Bij besluit van 16 juni 2020 (het primaire besluit) heeft verweerder vergunninghouder een omgevingsvergunning verleend voor het verbouwen van het achtergelegen bijgebouw en het oprichten van een nieuw bijgebouw aan de straatzijde op het perceel [adres 1] te [woonplaats] .
Bij besluit van 1 december 2020 (het bestreden besluit) heeft verweerder het bezwaar van eiser -gedeeltelijk- gegrond verklaard en vergunninghouder een omgevingsvergunning verleend voor het bouwen van een berging aan de straatzijde en het verbouwen van de achter [adres 1] gelegen bestaande bijbehorende bouwwerken, waarbij een sauna/jacuzziruimte wordt gerealiseerd.
Eiser heeft tegen het bestreden besluit beroep ingesteld.
Verweerder heeft een verweerschrift ingediend.
Het onderzoek ter zitting heeft plaatsgevonden op 13 oktober 2022. Eiser is verschenen.
Verweerder heeft zich laten vertegenwoordigen door zijn gemachtigde en [naam] .
Vergunninghouder is verschenen bijgestaan door haar echtgenoot en haar gemachtigde.

Beoordeling door de rechtbank

Inleiding.
1. Vergunninghouder heeft op 5 februari 2020 een aanvraag voor een omgevingsvergunning ingediend voor het bouwen van een berging/stalling aan de straatzijde en het deels verbouwen van de bijgebouwen aan de achterzijde (sauna/jacuzzi) op het perceel [adres 1] te [woonplaats] . Vergunninghouder exploiteert op deze locatie een Bed & Breakfast (B&B). Bij het thans bestreden besluit heeft verweerder vergunninghouder een omgevingsvergunning verleend voor de activiteit ‘bouwen van een bouwwerk’ (het bouwen van een berging en het verbouwen van de achter [adres 1] gelegen bestaande bijbehorende bouwwerken) en voor de activiteit ‘handelen in strijd met de regels ruimtelijke ordening’ (voor wat betreft: de oppervlakte bijbehorende bouwwerken en maximale goothoogte bijbehorende bouwwerken).
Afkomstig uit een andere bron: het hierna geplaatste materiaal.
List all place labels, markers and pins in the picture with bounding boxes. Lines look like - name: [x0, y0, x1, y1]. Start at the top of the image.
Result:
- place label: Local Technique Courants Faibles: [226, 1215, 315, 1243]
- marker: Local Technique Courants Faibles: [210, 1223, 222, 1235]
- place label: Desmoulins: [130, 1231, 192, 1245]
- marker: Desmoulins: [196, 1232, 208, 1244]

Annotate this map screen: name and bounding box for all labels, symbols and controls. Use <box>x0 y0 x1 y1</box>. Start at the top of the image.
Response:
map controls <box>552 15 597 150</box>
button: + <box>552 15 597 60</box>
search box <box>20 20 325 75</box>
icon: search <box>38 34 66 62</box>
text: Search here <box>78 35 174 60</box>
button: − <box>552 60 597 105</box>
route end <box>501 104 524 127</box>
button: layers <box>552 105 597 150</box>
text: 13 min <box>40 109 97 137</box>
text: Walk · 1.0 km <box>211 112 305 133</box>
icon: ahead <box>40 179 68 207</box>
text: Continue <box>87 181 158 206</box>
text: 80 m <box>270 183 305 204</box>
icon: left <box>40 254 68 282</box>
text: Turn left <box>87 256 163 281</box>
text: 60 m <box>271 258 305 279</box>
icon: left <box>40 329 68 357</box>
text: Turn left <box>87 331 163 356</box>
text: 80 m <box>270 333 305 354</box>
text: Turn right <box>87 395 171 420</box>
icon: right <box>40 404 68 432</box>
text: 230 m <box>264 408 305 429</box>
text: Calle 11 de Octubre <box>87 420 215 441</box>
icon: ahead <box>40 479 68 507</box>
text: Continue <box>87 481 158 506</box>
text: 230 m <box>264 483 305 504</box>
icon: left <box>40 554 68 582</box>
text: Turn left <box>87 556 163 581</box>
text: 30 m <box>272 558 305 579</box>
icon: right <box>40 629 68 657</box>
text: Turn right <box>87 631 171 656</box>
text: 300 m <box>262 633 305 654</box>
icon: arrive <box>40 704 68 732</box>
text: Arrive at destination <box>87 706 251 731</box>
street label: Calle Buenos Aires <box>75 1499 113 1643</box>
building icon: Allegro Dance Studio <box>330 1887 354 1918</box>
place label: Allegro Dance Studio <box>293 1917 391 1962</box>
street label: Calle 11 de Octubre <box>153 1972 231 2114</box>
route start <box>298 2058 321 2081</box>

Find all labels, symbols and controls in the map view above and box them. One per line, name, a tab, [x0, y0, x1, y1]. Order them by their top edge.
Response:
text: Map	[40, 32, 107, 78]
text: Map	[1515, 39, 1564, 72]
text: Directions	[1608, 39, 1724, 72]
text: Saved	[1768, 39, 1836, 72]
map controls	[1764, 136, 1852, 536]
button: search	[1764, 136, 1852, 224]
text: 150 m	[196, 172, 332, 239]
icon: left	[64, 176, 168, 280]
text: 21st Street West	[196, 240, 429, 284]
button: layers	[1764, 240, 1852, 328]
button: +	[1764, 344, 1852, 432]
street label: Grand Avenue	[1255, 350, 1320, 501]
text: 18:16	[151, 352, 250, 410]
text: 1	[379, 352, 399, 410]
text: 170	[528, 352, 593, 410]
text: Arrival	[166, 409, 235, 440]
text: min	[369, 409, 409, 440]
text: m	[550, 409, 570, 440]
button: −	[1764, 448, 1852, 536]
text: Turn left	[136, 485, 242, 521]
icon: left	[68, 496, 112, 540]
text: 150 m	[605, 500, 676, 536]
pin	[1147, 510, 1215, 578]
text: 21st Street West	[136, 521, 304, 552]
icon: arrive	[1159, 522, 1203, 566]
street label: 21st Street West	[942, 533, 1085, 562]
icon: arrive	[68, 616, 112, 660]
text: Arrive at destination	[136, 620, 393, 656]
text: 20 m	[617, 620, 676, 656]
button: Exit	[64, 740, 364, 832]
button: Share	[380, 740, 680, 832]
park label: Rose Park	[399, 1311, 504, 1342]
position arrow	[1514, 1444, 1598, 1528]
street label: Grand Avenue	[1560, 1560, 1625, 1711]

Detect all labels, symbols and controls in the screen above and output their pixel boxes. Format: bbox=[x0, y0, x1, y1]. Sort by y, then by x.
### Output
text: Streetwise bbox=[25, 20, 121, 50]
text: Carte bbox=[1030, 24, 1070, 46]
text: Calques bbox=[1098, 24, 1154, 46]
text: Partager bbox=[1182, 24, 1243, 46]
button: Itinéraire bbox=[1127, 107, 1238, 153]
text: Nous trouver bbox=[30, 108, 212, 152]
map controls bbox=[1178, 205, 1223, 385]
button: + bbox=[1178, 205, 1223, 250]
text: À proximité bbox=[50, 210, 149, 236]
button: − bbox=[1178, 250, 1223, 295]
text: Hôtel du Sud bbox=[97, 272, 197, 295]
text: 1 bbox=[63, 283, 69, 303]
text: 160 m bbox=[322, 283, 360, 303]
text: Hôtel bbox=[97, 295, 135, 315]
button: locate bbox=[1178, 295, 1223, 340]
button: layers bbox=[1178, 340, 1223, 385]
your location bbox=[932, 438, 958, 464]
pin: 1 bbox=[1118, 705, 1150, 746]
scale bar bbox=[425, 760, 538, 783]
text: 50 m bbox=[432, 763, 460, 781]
2. Verweerder stelt zich op het standpunt -kort weergegeven- dat de berging in het verlengde ligt van de voorgevelrooilijn, dat het maximaal toegestane bebouwingsoppervlakte niet wordt overschreden en dat de stadsbouwmeester heeft aangegeven (stedenbouwkundig) met het plan te kunnen instemmen. Met betrekking tot de sauna/jacuzziruimte stelt verweerder dat sprake is van een uitbreiding van de woning die uit meerdere bouwlagen bestaat, welke de bouw- en goothoogte van de woning niet overschrijden. Het stedenbouwkundig beeld wordt, volgens verweerder, niet aangetast. Gezien de bestemming van het perceel (‘Wonen’) wordt het gebruik als sauna/jaccuzziruimte passend geacht voor het woon- en leefklimaat ter plaatse.
3. Eiser voert in beroep aan -kort samengevat- dat het bestreden besluit is genomen op basis van tekeningen, die niet overeenkomen met de werkelijke situatie van vóór de verbouwing/aanbouw. Verweerder heeft, volgens eiser, onvoldoende rekening gehouden met zijn eigendomsrecht en woongenot. Voorts is sprake van het gedogen door verweerder van een balkon/terras zonder de vereiste toestemming. Bovendien handhaaft verweerder volgens eiser ten onrechte niet op het storten van (deels) licht vervuilde grond ten behoeve van het zonder toestemming plaatsen van een keermuur.
Omvang van het geding.
4. Onderhavig perceel is gelegen in het bestemmingsplan ‘Buitengebied 2013’ met de bestemming ‘Wonen’ en de dubbelbestemming ‘Waarde-Archeologie 2’. Niet in geschil is dat het bouwplan in strijd is met voormeld bestemmingsplan, omdat de maximaal toegestane oppervlakte voor bijbehorende bouwwerken van 75m2 wordt overschreden en omdat de maximale goothoogte van 3 meter voor bijbehorende bouwwerken wordt overschreden.
Wettelijk kader.
5. De rechtbank verwijst voor wat betreft het relevante wettelijke- en beleidskader naar de bijlage bij deze uitspraak.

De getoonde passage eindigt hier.